But, again, we know through God’s Word that such is not the case. If we were punished with suffering directly for our sins, then none of us would ever make it.
So, this leaves us with the question of WHY and of just where God fits into the picture. What is God’s role in our “troubles”?
He Allows Them
This is a far cry from saying that God directly and deliberately causes our troubles. If we should conclude that, we would be in danger of making God the author of evil, which his Word will not allow. Yet, He does make evil with its many expressions, a possibility, and He openly tells us in His Word that we will have troubles in this world, this earthly life.
In ISAIAH 43:2,3 we find God speaking through his servant, the prophet Isaiah, to the captive peoples of Judah, languishing in captivity in Babylon, “WHEN you pass through the waters. . . and through the rivers… WHEN you walk through the fire….” Not IF, but WHEN! And in John 16:33 we find Jesus bluntly telling His disciples, “In the world you will have tribulation…”
God allowed the possibility of suffering, troubles, when He first determined in the Garden of Eden to give mankind a choice as free moral agents. Had He not done this, even with the risks, He would have made us less than the beings He wanted us to be. But, as a result of that free choice, SIN began and with it all the host of troubles the world has known ever since. So, while our troubles are not the DIRECT result of sin, ultimately they all are the result of sin and evil in the world.
Of course, we need to remember that some of our suffering is simply the price we pay for being in an ordered world, in which God has created certain natural laws and ordained that they shall function. Thus, the law of gravity is quite cruel to someone who falls over a cliff or out of a twenty-story window, but without this law we could not live on this planet. And just think how destructive and horrible fire can be, but were there no such thing as fire we could not survive. When we reason like this we begin to thank God that He DOES allow our troubles.

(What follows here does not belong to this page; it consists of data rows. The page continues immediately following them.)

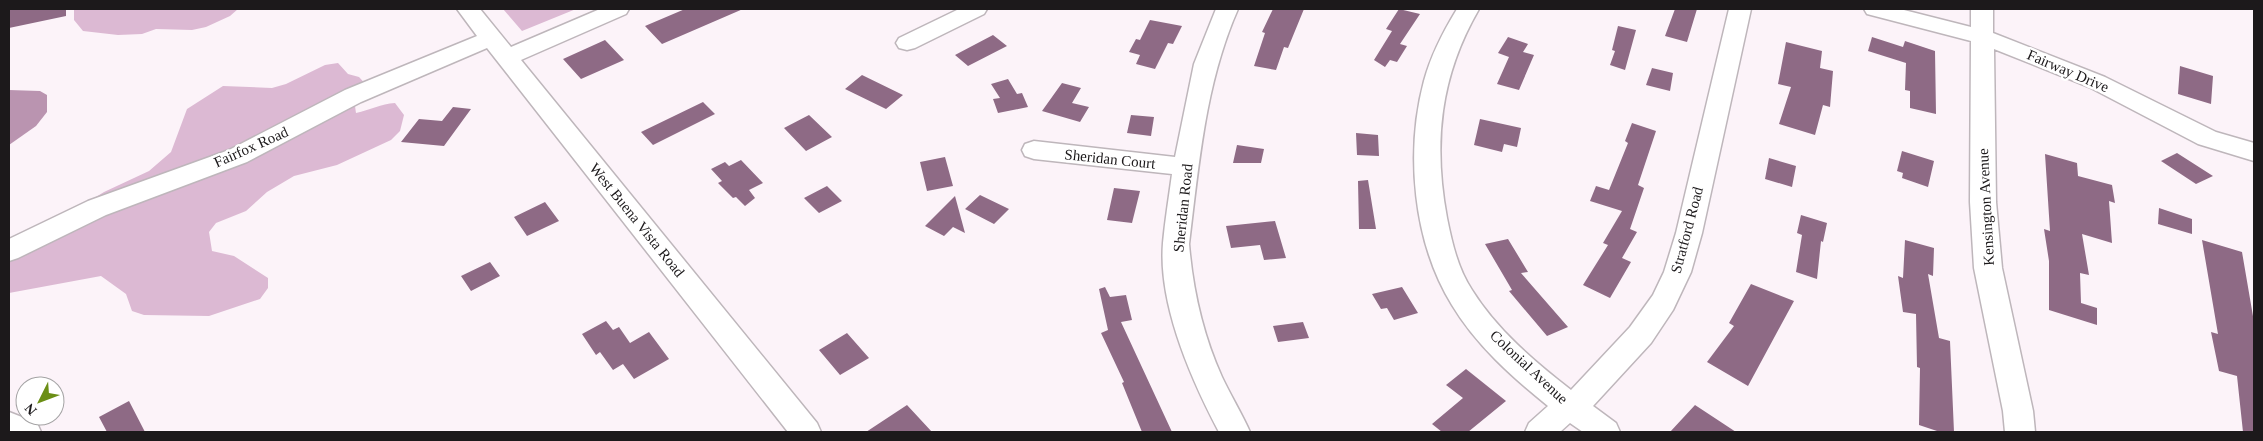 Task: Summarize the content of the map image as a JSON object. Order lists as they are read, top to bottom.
{
  "streets": {
    "street": [
      "Fairway Drive",
      "Fairfox Road",
      "Sheridan Court",
      "Kensington Avenue",
      "Sheridan Road",
      "West Buena Vista Road",
      "Stratford Road",
      "Colonial Avenue"
    ]
  },
  "crossings": [
    ["Fairway Drive", "Kensington Avenue"],
    ["Fairfox Road", "West Buena Vista Road"],
    ["Sheridan Court", "Sheridan Road"],
    ["Stratford Road", "Colonial Avenue"]
  ],
  "north": "bottom left"
}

While God does not spare us from troubles but allows them, He DOES accompany us in our sufferings and trials. He says to us still today, “When you pass through the waters, I WILL BE WITH YOU; and through the rivers, THEY SHALL NOT OVERWHELM YOU: when you walk through the fire YOU SHALL NOT BE BURNED AND THE FLAME SHALL NOT CONSUME YOU.” (Isaiah 43:2,3)
Here we are told that in all of these various trials of life God promises His people that He will be our strength and stay; our shield and supply (Psalm 46:1). This has been carried forward even more powerfully in the New Testament, where Jesus, God in flesh, who experienced the sufferings common to humankind, promises, “Lo, I am with you always…” (Matt. 28:20)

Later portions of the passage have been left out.